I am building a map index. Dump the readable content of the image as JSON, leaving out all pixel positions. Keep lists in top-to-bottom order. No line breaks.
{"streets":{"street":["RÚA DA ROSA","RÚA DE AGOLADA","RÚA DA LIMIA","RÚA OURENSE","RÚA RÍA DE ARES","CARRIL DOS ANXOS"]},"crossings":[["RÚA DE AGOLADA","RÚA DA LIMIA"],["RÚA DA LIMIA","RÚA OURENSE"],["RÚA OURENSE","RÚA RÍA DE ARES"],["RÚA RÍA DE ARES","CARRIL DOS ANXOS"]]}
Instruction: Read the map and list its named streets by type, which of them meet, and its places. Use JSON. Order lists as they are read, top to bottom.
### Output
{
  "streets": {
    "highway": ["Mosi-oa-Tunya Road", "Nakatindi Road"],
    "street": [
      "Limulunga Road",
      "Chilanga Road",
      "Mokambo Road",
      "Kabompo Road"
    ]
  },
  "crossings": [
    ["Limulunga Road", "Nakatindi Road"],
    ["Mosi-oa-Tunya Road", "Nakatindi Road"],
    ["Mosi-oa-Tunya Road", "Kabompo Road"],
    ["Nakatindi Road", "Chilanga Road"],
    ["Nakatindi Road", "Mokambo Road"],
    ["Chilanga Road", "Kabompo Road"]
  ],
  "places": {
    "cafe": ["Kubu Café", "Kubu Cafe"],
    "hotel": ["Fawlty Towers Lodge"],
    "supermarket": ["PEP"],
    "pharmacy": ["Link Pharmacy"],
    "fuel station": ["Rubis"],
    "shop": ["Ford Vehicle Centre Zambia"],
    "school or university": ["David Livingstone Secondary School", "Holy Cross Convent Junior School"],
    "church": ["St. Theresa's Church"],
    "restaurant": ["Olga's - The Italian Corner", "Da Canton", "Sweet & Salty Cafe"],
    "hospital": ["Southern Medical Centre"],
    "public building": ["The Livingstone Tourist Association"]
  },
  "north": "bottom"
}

------------------------

◆ What to do
Output each entry exactly as written, leaving none out.

◆ Expected answer
I am building a map index. Dump the readable content of the image as JSON, leaving out all pixel positions. Keep lists in top-to-bottom order. No line breaks.
{"streets":{"street":["RÚA DA ROSA","RÚA DE AGOLADA","RÚA DA LIMIA","RÚA OURENSE","RÚA RÍA DE ARES","CARRIL DOS ANXOS"]},"crossings":[["RÚA DE AGOLADA","RÚA DA LIMIA"],["RÚA DA LIMIA","RÚA OURENSE"],["RÚA OURENSE","RÚA RÍA DE ARES"],["RÚA RÍA DE ARES","CARRIL DOS ANXOS"]]}
Instruction: Read the map and list its named streets by type, which of them meet, and its places. Use JSON. Order lists as they are read, top to bottom.
### Output
{
  "streets": {
    "highway": ["Mosi-oa-Tunya Road", "Nakatindi Road"],
    "street": [
      "Limulunga Road",
      "Chilanga Road",
      "Mokambo Road",
      "Kabompo Road"
    ]
  },
  "crossings": [
    ["Limulunga Road", "Nakatindi Road"],
    ["Mosi-oa-Tunya Road", "Nakatindi Road"],
    ["Mosi-oa-Tunya Road", "Kabompo Road"],
    ["Nakatindi Road", "Chilanga Road"],
    ["Nakatindi Road", "Mokambo Road"],
    ["Chilanga Road", "Kabompo Road"]
  ],
  "places": {
    "cafe": ["Kubu Café", "Kubu Cafe"],
    "hotel": ["Fawlty Towers Lodge"],
    "supermarket": ["PEP"],
    "pharmacy": ["Link Pharmacy"],
    "fuel station": ["Rubis"],
    "shop": ["Ford Vehicle Centre Zambia"],
    "school or university": ["David Livingstone Secondary School", "Holy Cross Convent Junior School"],
    "church": ["St. Theresa's Church"],
    "restaurant": ["Olga's - The Italian Corner", "Da Canton", "Sweet & Salty Cafe"],
    "hospital": ["Southern Medical Centre"],
    "public building": ["The Livingstone Tourist Association"]
  },
  "north": "bottom"
}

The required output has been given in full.